**Material to process**
··········

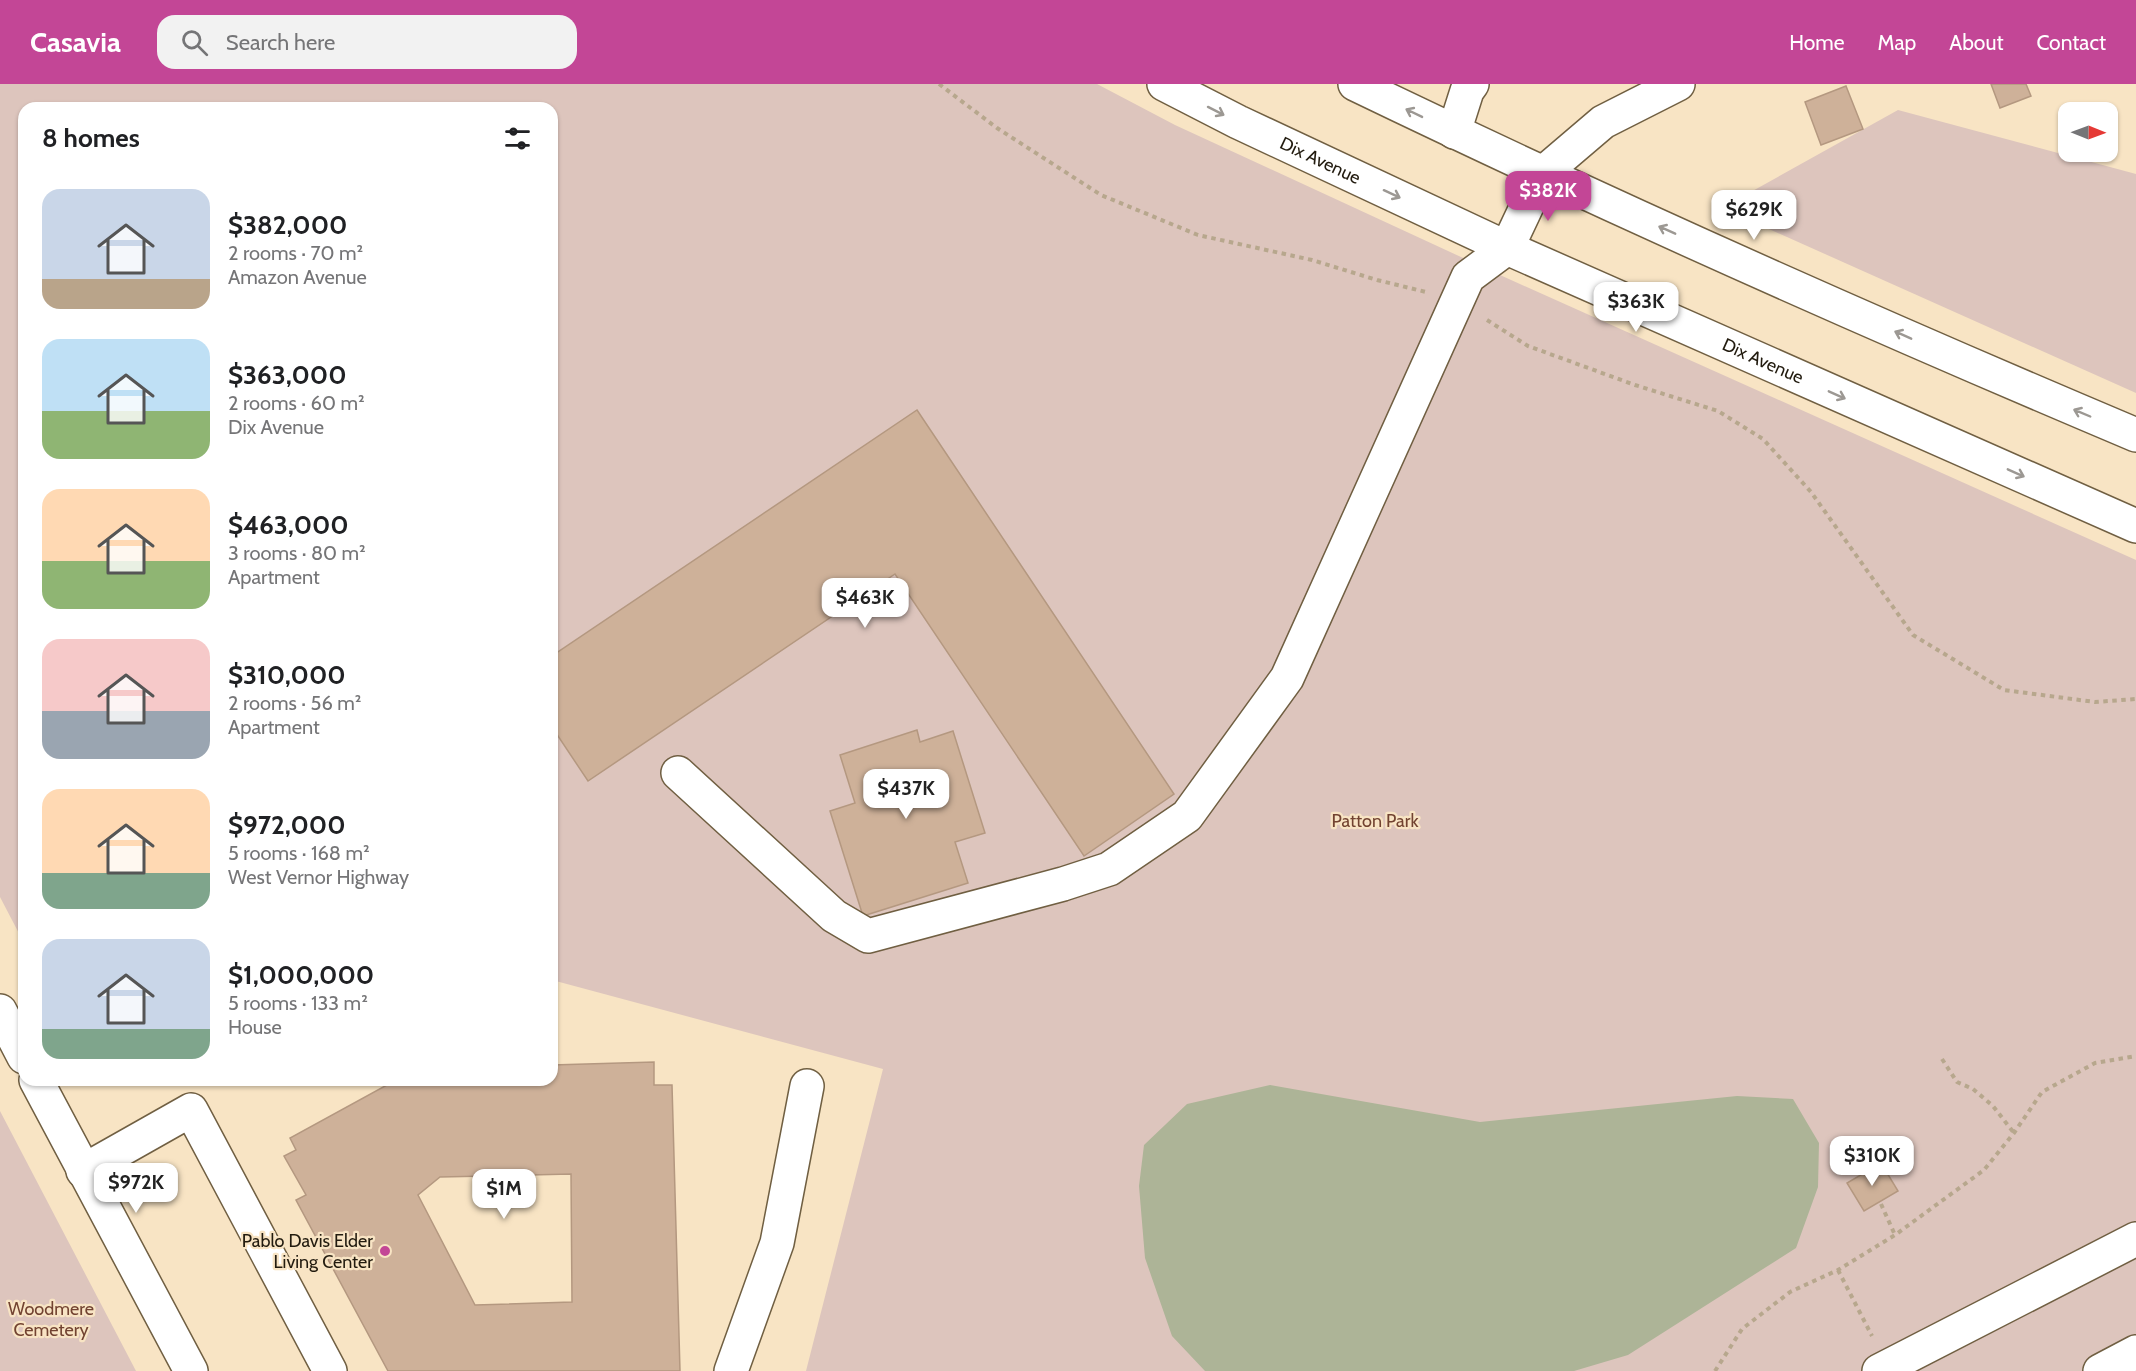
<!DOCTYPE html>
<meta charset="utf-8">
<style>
body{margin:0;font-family:Cabin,sans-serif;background:#f2f2f2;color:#202124;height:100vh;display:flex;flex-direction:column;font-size:22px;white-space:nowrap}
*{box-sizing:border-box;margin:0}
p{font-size:20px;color:#757577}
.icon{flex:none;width:33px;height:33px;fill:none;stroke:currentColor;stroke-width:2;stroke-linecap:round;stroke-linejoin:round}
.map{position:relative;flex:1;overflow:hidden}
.details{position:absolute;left:18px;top:18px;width:540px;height:984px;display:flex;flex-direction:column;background:#fff;border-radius:18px;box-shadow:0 2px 4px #0004}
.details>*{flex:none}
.needle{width:39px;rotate:91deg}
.controls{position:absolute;left:2058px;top:18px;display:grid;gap:12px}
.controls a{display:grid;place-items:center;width:60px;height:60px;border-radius:12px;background:#fff;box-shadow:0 2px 4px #0004;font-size:30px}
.price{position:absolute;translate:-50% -51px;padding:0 14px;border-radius:12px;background:#fff;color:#222;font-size:20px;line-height:39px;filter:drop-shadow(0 2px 3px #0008)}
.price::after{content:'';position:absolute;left:50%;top:36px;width:18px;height:14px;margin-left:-9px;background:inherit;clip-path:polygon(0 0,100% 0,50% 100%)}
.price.current{background:#c34696;color:#fff}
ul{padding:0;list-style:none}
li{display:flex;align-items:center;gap:18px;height:150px;padding:0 24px}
li span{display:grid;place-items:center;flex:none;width:168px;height:120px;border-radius:18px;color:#555}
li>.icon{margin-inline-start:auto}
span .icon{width:72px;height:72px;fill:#fffc;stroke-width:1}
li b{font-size:26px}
h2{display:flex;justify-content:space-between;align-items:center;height:72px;padding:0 24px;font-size:26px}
header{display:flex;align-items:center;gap:36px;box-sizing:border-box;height:84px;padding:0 30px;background:#c34696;color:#fff}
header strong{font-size:28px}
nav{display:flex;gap:33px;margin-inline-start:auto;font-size:21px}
.search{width:420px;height:54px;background:#f2f2f2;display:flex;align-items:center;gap:15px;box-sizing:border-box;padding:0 21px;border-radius:18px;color:#757577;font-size:22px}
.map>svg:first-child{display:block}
</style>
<header>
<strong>Casavia</strong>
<div class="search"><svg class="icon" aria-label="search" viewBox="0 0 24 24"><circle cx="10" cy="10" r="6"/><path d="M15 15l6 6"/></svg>Search here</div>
<nav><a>Home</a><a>Map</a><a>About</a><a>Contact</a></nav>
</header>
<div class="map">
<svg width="2136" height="1287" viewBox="0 0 2136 1287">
<rect width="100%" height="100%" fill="#f8e4c4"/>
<path fill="#ddc5bd" d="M 0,0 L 1097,0 L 1175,41 L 1500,191 L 2136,476 L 2136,1287 L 806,1287 L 883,985 L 552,896 L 552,24 L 24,24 L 24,859 L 0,813 Z
M 1898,26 L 2136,90 L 2136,309 L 1722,124 Z
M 0,1027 L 136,1287 L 0,1287 Z"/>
<path fill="#adb497" d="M 1270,1001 L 1480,1038 L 1737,1012 L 1793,1015 L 1819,1059 L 1818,1103 L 1796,1164 L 1628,1271 L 1574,1287 L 1205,1287 L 1172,1252 L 1145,1174 L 1139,1102 L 1144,1061 L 1187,1020 Z"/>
<path fill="#ceb199" stroke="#b49880" stroke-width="1.5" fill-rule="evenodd" d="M 1991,0 L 2026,0 L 2031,12 L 2000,24 Z
M 1846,2 L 1863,45 L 1821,61 L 1805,18 Z
M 917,326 L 1174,710 L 1084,772 L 895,490 L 588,697 L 552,643 L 552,572 Z
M 917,646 L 920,658 L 953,647 L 985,749 L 955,758 L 968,799 L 863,832 L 830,727 L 855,719 L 840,671 Z
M 654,978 L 654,1001 L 672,1001 L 680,1287 L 388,1287 L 296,1116 L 306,1111 L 284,1072 L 296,1066 L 290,1054 L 396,996 L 552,996 L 552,981 ZM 571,1090 L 572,1218 L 475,1221 L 418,1111 L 440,1093 Z
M 1881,1079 L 1898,1107 L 1864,1127 L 1847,1099 Z"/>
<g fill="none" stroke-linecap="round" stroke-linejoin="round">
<g stroke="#705f42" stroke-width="36">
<g id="minor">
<path id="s1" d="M 1164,0 L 1238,38 L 1507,164 L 2136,442"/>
<path d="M 1355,0 C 1612,124 1873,240 2136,351"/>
<path d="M 1454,48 L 1467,7 L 1472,0"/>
<path d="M 678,689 L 834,832 L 868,852 L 1063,800 L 1109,785 L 1187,732 L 1287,594 L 1468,193 L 1507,164 L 1542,90 L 1603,38 L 1678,0"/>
<path d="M 0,927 L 24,973"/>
<path d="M 36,996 L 191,1287"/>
<path d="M 83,1087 L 191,1026 L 330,1287"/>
<path d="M 731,1287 L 777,1159 L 807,1002"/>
<path d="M 1879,1287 L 2136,1155"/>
<path d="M 2100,1287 L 2136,1268"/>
</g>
</g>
<path stroke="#b7a78d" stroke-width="4" stroke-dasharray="4.5 4.5" stroke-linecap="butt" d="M 939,0 L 997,44 L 1101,111 L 1198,151 L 1312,176 L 1377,196 L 1426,208
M 1487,236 L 1528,262 L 1635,301 L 1718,327 L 1763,355 L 1811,408 L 1913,551 L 2004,606 L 2095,618 L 2136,615
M 1942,975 L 1957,998 L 1973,1005 L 1993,1022 L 2014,1049
M 1881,1120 L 1895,1151
M 1838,1186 L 1872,1252
M 1715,1287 L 1742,1245 L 1790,1208 L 1838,1186 L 1895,1151 L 1984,1086 L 2014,1049 L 2042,1008 L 2095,979 L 2136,972"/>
<use href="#minor" stroke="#fff" stroke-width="33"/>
</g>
<defs><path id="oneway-shaft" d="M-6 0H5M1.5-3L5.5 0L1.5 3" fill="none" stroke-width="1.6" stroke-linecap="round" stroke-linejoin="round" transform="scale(1.5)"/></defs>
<g stroke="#9c9893">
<use href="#oneway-shaft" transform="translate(1216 27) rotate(27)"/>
<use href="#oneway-shaft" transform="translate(1414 29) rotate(-154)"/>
<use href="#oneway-shaft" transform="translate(1392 110) rotate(25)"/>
<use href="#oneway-shaft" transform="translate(1667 146) rotate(-156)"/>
<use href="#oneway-shaft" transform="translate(1903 251) rotate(-156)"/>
<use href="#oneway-shaft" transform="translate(1837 311) rotate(24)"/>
<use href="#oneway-shaft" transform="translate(2082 329) rotate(-157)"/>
<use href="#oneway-shaft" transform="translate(2016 389) rotate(24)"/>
</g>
<circle fill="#c34696" stroke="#f8e4c4" stroke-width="2" cx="385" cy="1167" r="6"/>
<g text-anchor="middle" stroke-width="4.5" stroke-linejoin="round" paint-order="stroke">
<g font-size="18" fill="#221b0f" stroke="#f8e4c4">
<text dy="6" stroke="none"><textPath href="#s1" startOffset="174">Dix Avenue</textPath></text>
<text dy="6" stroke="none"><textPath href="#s1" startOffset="660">Dix Avenue</textPath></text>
</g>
<g font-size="18" fill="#724331" stroke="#f8e4c4">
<text x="1375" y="743">Patton Park</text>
<text x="51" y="1231">Woodmere<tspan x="51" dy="21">Cemetery</tspan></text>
</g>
<g font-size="18" fill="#221b0f" stroke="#f8e4c4" text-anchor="end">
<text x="373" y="1163">Pablo Davis Elder<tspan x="373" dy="21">Living Center</tspan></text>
</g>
</g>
</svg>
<div class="controls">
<a><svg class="needle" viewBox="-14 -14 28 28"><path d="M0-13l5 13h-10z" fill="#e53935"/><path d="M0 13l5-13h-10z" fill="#757577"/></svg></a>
</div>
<b class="price current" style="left:1548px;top:138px">$382K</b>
<b class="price" style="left:1754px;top:157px">$629K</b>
<b class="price" style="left:1636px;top:249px">$363K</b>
<b class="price" style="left:865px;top:545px">$463K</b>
<b class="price" style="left:906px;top:736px">$437K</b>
<b class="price" style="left:1872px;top:1103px">$310K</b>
<b class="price" style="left:136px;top:1130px">$972K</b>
<b class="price" style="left:504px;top:1136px">$1M</b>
<section class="details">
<h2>8 homes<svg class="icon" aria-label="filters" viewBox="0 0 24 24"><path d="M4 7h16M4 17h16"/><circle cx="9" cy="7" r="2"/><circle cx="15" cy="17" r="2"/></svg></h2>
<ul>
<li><span style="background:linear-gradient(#c9d6e8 75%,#b9a48a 0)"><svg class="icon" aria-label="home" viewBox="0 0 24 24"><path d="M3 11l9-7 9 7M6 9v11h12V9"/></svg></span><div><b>$382,000</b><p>2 rooms · 70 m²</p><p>Amazon Avenue</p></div></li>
<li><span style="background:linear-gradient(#bfe0f5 60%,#8fb573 0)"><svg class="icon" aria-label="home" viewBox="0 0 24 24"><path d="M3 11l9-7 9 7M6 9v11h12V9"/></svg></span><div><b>$363,000</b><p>2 rooms · 60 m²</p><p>Dix Avenue</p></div></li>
<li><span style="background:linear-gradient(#ffd9b3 60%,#8fb573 0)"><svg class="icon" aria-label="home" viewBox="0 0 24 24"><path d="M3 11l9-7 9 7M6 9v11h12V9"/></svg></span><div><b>$463,000</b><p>3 rooms · 80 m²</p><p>Apartment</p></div></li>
<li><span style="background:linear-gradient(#f6c9c9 60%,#9aa5b1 0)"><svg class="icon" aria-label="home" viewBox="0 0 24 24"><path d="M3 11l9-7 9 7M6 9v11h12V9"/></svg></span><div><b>$310,000</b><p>2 rooms · 56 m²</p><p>Apartment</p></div></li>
<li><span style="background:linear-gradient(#ffd9b3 70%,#7fa58c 0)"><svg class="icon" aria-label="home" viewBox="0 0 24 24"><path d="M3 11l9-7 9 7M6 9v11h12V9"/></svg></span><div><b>$972,000</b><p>5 rooms · 168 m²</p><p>West Vernor Highway</p></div></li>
<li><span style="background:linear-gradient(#c9d6e8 75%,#7fa58c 0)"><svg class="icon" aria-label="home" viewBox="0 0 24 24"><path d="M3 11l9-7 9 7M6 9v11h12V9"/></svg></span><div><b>$1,000,000</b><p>5 rooms · 133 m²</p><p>House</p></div></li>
</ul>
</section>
</div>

··········

**Problem statement**
Using the data above, reproduce exactly the lines from the line that contains "24,859 L 0,813 Z" through the line that contains "1377,196 L 1426,208", including both.

**Output**
<path fill="#ddc5bd" d="M 0,0 L 1097,0 L 1175,41 L 1500,191 L 2136,476 L 2136,1287 L 806,1287 L 883,985 L 552,896 L 552,24 L 24,24 L 24,859 L 0,813 Z
M 1898,26 L 2136,90 L 2136,309 L 1722,124 Z
M 0,1027 L 136,1287 L 0,1287 Z"/>
<path fill="#adb497" d="M 1270,1001 L 1480,1038 L 1737,1012 L 1793,1015 L 1819,1059 L 1818,1103 L 1796,1164 L 1628,1271 L 1574,1287 L 1205,1287 L 1172,1252 L 1145,1174 L 1139,1102 L 1144,1061 L 1187,1020 Z"/>
<path fill="#ceb199" stroke="#b49880" stroke-width="1.5" fill-rule="evenodd" d="M 1991,0 L 2026,0 L 2031,12 L 2000,24 Z
M 1846,2 L 1863,45 L 1821,61 L 1805,18 Z
M 917,326 L 1174,710 L 1084,772 L 895,490 L 588,697 L 552,643 L 552,572 Z
M 917,646 L 920,658 L 953,647 L 985,749 L 955,758 L 968,799 L 863,832 L 830,727 L 855,719 L 840,671 Z
M 654,978 L 654,1001 L 672,1001 L 680,1287 L 388,1287 L 296,1116 L 306,1111 L 284,1072 L 296,1066 L 290,1054 L 396,996 L 552,996 L 552,981 ZM 571,1090 L 572,1218 L 475,1221 L 418,1111 L 440,1093 Z
M 1881,1079 L 1898,1107 L 1864,1127 L 1847,1099 Z"/>
<g fill="none" stroke-linecap="round" stroke-linejoin="round">
<g stroke="#705f42" stroke-width="36">
<g id="minor">
<path id="s1" d="M 1164,0 L 1238,38 L 1507,164 L 2136,442"/>
<path d="M 1355,0 C 1612,124 1873,240 2136,351"/>
<path d="M 1454,48 L 1467,7 L 1472,0"/>
<path d="M 678,689 L 834,832 L 868,852 L 1063,800 L 1109,785 L 1187,732 L 1287,594 L 1468,193 L 1507,164 L 1542,90 L 1603,38 L 1678,0"/>
<path d="M 0,927 L 24,973"/>
<path d="M 36,996 L 191,1287"/>
<path d="M 83,1087 L 191,1026 L 330,1287"/>
<path d="M 731,1287 L 777,1159 L 807,1002"/>
<path d="M 1879,1287 L 2136,1155"/>
<path d="M 2100,1287 L 2136,1268"/>
</g>
</g>
<path stroke="#b7a78d" stroke-width="4" stroke-dasharray="4.5 4.5" stroke-linecap="butt" d="M 939,0 L 997,44 L 1101,111 L 1198,151 L 1312,176 L 1377,196 L 1426,208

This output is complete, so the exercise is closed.